This Current Report on Form 8-K/A (the “ Form 8-K ”) contains forward-looking statements which involve risks and uncertainties, principally in the sections entitled “ Business, ” and “ Risk Factors. ” All statements other than statements of historical fact contained in this Current Report on Form 8-K/A, including statements regarding future events, our future financial performance, business strategy and plans and objectives of management for future operations, are forward-looking statements.  We have attempted to identify forward-looking statements by terminology including “ anticipates, ” “ believes, ” “ can, ” “ continue, ” “ could, ” “ estimates, ” “ expects, ” “intends, ” “ may, ” “ plans, ” “ potential, ” “ predicts, ” or “ should, ” or the negative of these terms or other comparable terminology.  Although we do not make forward-looking statements unless we believe we have a reasonable basis for doing so, we cannot guarantee their accuracy.  These statements are only predictions and involve known and unknown risks, uncertainties and other factors, including the risks outlined under “ Risk Factors ” or elsewhere in this Current Report on Form 8-K/A, which may cause our or our industry’s actual results, levels of activity, performance or achievements expressed or implied by these forward-looking statements to change. Moreover, we operate in a very competitive and rapidly changing environment. New risks emerge from time to time and it is not possible for us to predict all risk factors, nor can we address the impact of all factors on our business or the extent to which any factor, or combination of factors, may cause our actual results to differ materially from those contained in any forward-looking statements. All forward-looking statements included in this document are based on information available to us on the date hereof, and we assume no obligation to update any such forward-looking statements, except as expressly required by law.


You should not place undue reliance on any forward-looking statement, each of which applies only as of the date of this Current Report on Form 8-K/A.  Before you invest in our securities, you should be aware that the occurrence of the events described in the section entitled “ Risk Factors ” and elsewhere in this Current Report on Form 8-K/A could negatively affect our business, operating results, financial condition and stock price. Except as required by law, we undertake no obligation to update or revise publicly any of the forward-looking statements after the date of this Current Report on Form 8-K/A to conform our statements to actual results or changed expectations.

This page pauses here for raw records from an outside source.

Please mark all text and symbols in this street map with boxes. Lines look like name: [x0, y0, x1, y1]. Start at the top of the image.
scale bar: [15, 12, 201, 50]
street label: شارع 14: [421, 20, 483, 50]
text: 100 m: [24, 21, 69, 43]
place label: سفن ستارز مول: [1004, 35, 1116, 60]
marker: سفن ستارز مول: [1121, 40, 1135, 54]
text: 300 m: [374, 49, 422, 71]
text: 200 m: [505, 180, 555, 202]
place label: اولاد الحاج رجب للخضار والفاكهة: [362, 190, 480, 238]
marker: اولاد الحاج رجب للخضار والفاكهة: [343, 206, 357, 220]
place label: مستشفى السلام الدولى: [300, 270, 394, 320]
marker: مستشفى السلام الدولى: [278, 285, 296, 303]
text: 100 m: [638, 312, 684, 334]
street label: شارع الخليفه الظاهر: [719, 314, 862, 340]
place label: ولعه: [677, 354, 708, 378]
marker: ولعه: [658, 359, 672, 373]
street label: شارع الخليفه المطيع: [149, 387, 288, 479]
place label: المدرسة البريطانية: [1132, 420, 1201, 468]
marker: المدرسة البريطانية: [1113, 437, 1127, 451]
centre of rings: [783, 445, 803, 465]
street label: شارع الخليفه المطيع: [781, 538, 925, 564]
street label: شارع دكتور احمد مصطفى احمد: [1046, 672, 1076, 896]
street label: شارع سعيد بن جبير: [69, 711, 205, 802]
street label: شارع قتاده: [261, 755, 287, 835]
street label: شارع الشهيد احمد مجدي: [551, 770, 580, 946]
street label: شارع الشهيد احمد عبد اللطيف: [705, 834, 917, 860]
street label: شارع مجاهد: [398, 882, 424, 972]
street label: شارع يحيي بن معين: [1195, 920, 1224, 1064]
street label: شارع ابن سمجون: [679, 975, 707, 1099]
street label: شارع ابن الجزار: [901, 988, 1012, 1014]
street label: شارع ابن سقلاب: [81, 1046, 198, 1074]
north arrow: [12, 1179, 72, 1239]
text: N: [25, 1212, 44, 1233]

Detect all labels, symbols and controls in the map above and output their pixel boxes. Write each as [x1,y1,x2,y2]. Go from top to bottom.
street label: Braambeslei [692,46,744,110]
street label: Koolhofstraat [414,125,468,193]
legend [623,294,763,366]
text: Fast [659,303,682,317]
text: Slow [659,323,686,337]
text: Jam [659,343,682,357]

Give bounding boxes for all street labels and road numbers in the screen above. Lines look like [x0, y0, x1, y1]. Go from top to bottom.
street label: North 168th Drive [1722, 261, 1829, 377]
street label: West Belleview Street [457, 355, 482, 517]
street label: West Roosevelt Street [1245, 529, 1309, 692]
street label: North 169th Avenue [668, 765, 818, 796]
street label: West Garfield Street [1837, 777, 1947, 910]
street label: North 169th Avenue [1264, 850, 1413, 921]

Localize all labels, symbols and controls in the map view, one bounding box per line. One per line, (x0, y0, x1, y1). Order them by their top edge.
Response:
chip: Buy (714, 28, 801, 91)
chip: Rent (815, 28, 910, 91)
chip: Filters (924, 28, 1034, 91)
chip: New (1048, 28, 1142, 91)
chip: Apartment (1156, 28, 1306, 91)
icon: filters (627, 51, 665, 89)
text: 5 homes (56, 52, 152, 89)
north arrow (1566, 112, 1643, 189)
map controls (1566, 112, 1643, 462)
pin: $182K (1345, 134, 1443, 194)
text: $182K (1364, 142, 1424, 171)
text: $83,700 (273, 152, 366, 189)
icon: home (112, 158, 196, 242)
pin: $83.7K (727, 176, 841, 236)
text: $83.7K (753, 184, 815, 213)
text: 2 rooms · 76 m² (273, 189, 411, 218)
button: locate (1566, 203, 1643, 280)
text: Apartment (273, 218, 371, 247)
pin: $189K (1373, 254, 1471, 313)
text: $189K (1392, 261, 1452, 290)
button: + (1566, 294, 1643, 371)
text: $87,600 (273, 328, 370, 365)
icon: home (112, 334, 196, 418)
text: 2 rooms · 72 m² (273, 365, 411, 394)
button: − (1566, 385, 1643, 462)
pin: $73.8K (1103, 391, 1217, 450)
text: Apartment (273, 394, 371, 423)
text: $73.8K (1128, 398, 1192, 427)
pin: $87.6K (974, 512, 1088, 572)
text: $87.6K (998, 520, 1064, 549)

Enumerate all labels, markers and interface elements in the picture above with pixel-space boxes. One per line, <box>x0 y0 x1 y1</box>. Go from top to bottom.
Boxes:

Unless otherwise indicated, information contained in this Form 8-K/A concerning our industry, including our market opportunity, is based on information from independent industry analysts, third-party sources and management estimates. Management estimates are derived from publicly-available information released by independent industry analysts and third party sources, as well as data from our internal research, and are based on assumptions made by us using data and our knowledge of such industry and market, which we believe to be reasonable. In addition, while we believe the market opportunity information included in this Form 8-K/A is generally reliable and is based on reasonable assumptions, such data involves risks and uncertainties and is subject to change based on various factors, including those discussed under the heading “ Risk Factors.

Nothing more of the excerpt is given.